Conduct a competitive analysis. Identify similar companies in your area or in similar fields by size and area of ​​activity. Objectively present this information to your manager, but hold firm for what you deserve. glass door is your friend!
Internalize a leadership identity. Law firms want you to take responsibility. Meet for an informal lunch to discuss issues in your company. Start a committee to address a problem. Convening a meeting to revive a dormant project. Act purposefully towards an end goal with a clear benefit that is greater than yourself – and then document your successes for you to share during the negotiations.
Make the business case for yourself. Your manager wants to do the best for the company, which means you have to convince them that what you ask will benefit the company. Identify the actions you’ve taken to support business growth, such as: B. to increase the efficiency of workflows or to win new customers. Make sure you have an accurate assessment of your performance – hours billed, sales earned, hours spent on pro bono work, articles published, number of hours Speak lectures.

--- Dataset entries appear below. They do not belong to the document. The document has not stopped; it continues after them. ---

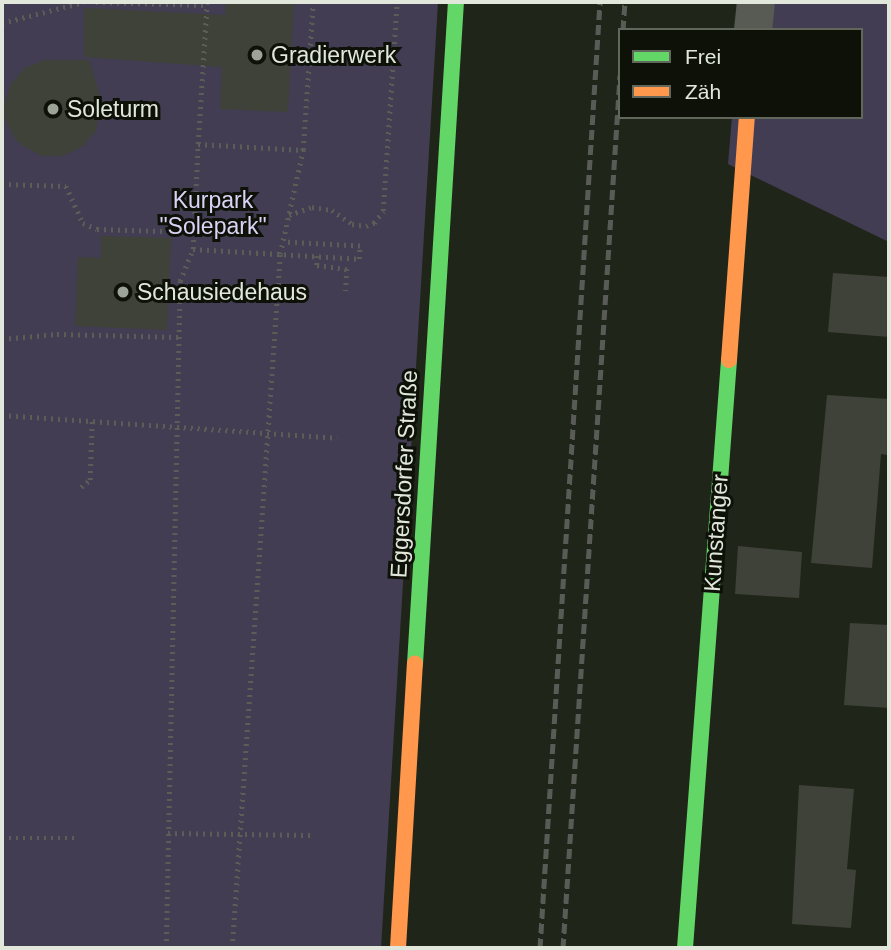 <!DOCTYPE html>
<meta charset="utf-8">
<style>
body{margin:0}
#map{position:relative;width:891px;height:950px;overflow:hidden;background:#20251a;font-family:Arial,sans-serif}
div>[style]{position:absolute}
.green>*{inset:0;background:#433d53}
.building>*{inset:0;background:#3e4238}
.path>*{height:4.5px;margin-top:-2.25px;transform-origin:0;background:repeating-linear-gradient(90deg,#5b5e56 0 2px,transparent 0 7px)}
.street>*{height:38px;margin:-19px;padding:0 19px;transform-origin:19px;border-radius:19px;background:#575b54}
.fast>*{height:16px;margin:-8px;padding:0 8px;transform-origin:8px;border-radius:8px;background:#63d668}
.slow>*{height:16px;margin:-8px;padding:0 8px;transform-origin:8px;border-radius:8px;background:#ff974d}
.rail>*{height:5px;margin-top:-2.5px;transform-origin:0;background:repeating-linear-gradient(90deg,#595c56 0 10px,transparent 0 15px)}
.dots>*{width:19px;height:19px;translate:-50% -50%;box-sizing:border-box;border:4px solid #0d1108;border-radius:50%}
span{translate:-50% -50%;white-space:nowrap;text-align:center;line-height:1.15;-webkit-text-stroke:6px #0d1108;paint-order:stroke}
.poi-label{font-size:23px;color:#e1e8db}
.left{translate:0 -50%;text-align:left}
.park-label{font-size:23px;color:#dcd2f6}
.street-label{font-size:23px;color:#e1e8db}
.frame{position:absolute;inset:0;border:4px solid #e1e8db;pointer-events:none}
.legend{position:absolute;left:618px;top:28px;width:245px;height:91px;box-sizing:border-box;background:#0d1108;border:2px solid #62675c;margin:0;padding:9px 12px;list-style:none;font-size:21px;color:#e1e8db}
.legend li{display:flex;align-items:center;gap:14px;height:35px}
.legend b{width:35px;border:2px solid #62675c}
</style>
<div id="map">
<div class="green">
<i style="clip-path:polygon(2px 2px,438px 2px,381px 948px,2px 948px)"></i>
<i style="clip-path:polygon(740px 2px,889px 2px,889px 242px,728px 164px,732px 117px,861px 117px,861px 30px,738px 30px)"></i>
</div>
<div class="building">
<i style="clip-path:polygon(226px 2px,294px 2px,288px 112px,220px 109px,222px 67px,84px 57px,84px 8px,225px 15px)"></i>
<i style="clip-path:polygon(44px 60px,89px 60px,101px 100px,96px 131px,82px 147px,63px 156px,42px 156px,23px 146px,15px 139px,5px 119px,4px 107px,10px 85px,25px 68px)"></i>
<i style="clip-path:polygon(101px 236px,171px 238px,167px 330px,75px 326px,78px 257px,101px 258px)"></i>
<i style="clip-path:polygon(833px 273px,889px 277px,889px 337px,828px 332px)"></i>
<i style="clip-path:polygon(827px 395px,889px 399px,887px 455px,881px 454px,872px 568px,811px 563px)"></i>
<i style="clip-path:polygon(738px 546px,802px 552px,799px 598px,735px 594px)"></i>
<i style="clip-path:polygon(850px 623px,889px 625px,889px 708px,844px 705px)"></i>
<i style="clip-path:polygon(799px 785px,854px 789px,847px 869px,856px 870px,851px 928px,792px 924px)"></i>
</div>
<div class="path">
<i style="left:96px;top:2px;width:111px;rotate:1.5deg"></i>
<i style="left:2px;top:23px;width:85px;rotate:-14.4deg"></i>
<i style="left:198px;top:144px;width:142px;rotate:-86.4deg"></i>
<i style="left:2px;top:184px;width:64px;rotate:1.8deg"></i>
<i style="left:66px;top:186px;width:41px;rotate:65.3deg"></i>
<i style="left:83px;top:223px;width:15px;rotate:23deg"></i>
<i style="left:97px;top:229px;width:96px;rotate:1.8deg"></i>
<i style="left:289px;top:215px;width:24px;rotate:-19deg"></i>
<i style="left:312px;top:207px;width:20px;rotate:9deg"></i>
<i style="left:332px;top:210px;width:24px;rotate:35deg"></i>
<i style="left:352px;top:224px;width:14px;rotate:8deg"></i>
<i style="left:366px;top:226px;width:9px;rotate:-21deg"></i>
<i style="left:374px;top:223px;width:15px;rotate:-53deg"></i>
<i style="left:383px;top:211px;width:209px;rotate:-86.2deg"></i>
<i style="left:193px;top:249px;width:166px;rotate:3.4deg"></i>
<i style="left:359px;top:259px;width:13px;rotate:-86deg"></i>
<i style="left:360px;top:246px;width:77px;rotate:-177deg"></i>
<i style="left:317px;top:256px;width:9px;rotate:90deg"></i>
<i style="left:317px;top:265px;width:30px;rotate:8deg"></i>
<i style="left:347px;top:269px;width:22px;rotate:93deg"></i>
<i style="left:2px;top:339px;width:55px;rotate:-5.2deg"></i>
<i style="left:57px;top:334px;width:121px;rotate:1.4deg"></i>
<i style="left:2px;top:415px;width:336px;rotate:3.9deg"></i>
<i style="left:81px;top:487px;width:11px;rotate:-38deg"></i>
<i style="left:90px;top:480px;width:59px;rotate:-88.1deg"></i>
<i style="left:168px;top:833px;width:143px;rotate:0.8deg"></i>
<i style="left:2px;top:838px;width:72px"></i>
<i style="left:166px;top:948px;width:667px;rotate:-88.8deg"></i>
<i style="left:180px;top:281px;width:35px;rotate:-68deg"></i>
<i style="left:193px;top:249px;width:105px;rotate:-87.3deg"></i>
<i style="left:198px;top:144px;width:105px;rotate:3.3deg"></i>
<i style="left:232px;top:948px;width:696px;rotate:-86.04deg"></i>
<i style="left:280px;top:254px;width:107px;rotate:-77.5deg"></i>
<i style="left:303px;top:150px;width:148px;rotate:-86.1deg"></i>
</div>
<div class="street">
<i style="left:753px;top:30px;width:28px;rotate:-84deg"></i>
</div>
<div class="fast">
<i style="left:415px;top:664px;width:663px;rotate:-86.46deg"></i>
<i style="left:685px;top:948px;width:590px;rotate:-85.72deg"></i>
</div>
<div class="slow">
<i style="left:729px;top:360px;width:244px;rotate:-85.8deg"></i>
<i style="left:398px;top:948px;width:285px;rotate:-86.6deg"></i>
</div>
<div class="rail">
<i style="left:623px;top:30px;width:28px;rotate:-86deg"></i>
<i style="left:540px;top:948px;width:948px;rotate:-86.37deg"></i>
<i style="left:563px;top:948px;width:875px;rotate:-86.26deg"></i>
</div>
<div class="dots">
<i style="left:257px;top:55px;background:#9da497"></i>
<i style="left:53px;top:109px;background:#9da497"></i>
<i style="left:123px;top:292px;background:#9da497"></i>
</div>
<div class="poi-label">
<span class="left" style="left:271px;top:55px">Gradierwerk</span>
<span class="left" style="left:67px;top:109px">Soleturm</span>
<span class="left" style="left:137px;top:292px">Schausiedehaus</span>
</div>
<div class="park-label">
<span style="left:213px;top:213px">Kurpark<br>"Solepark"</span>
</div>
<div class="street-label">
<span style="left:404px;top:474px;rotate:-87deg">Eggersdorfer Straße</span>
<span style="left:716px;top:533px;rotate:-86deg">Kunstanger</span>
</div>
<div class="frame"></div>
<ul class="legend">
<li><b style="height:9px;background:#63d668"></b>Frei</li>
<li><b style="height:9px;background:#ff974d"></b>Zäh</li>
</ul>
</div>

Prepare in advance. Gather all of your information – competitive analysis, your posts and achievements, and what your plans are for the next year – and write it down. You may even want to create a short memo or slide deck to share with your manager. If you put it down in writing, you will feel more secure when you walk into the room.

At the end of the day, remember: the worst scenario is that your request will be denied! Although women are socialized to believe that they shouldn’t bargain too hard for fear of appearing overly aggressive, most companies won’t punish you for standing up for yourself. (And if you do – run.)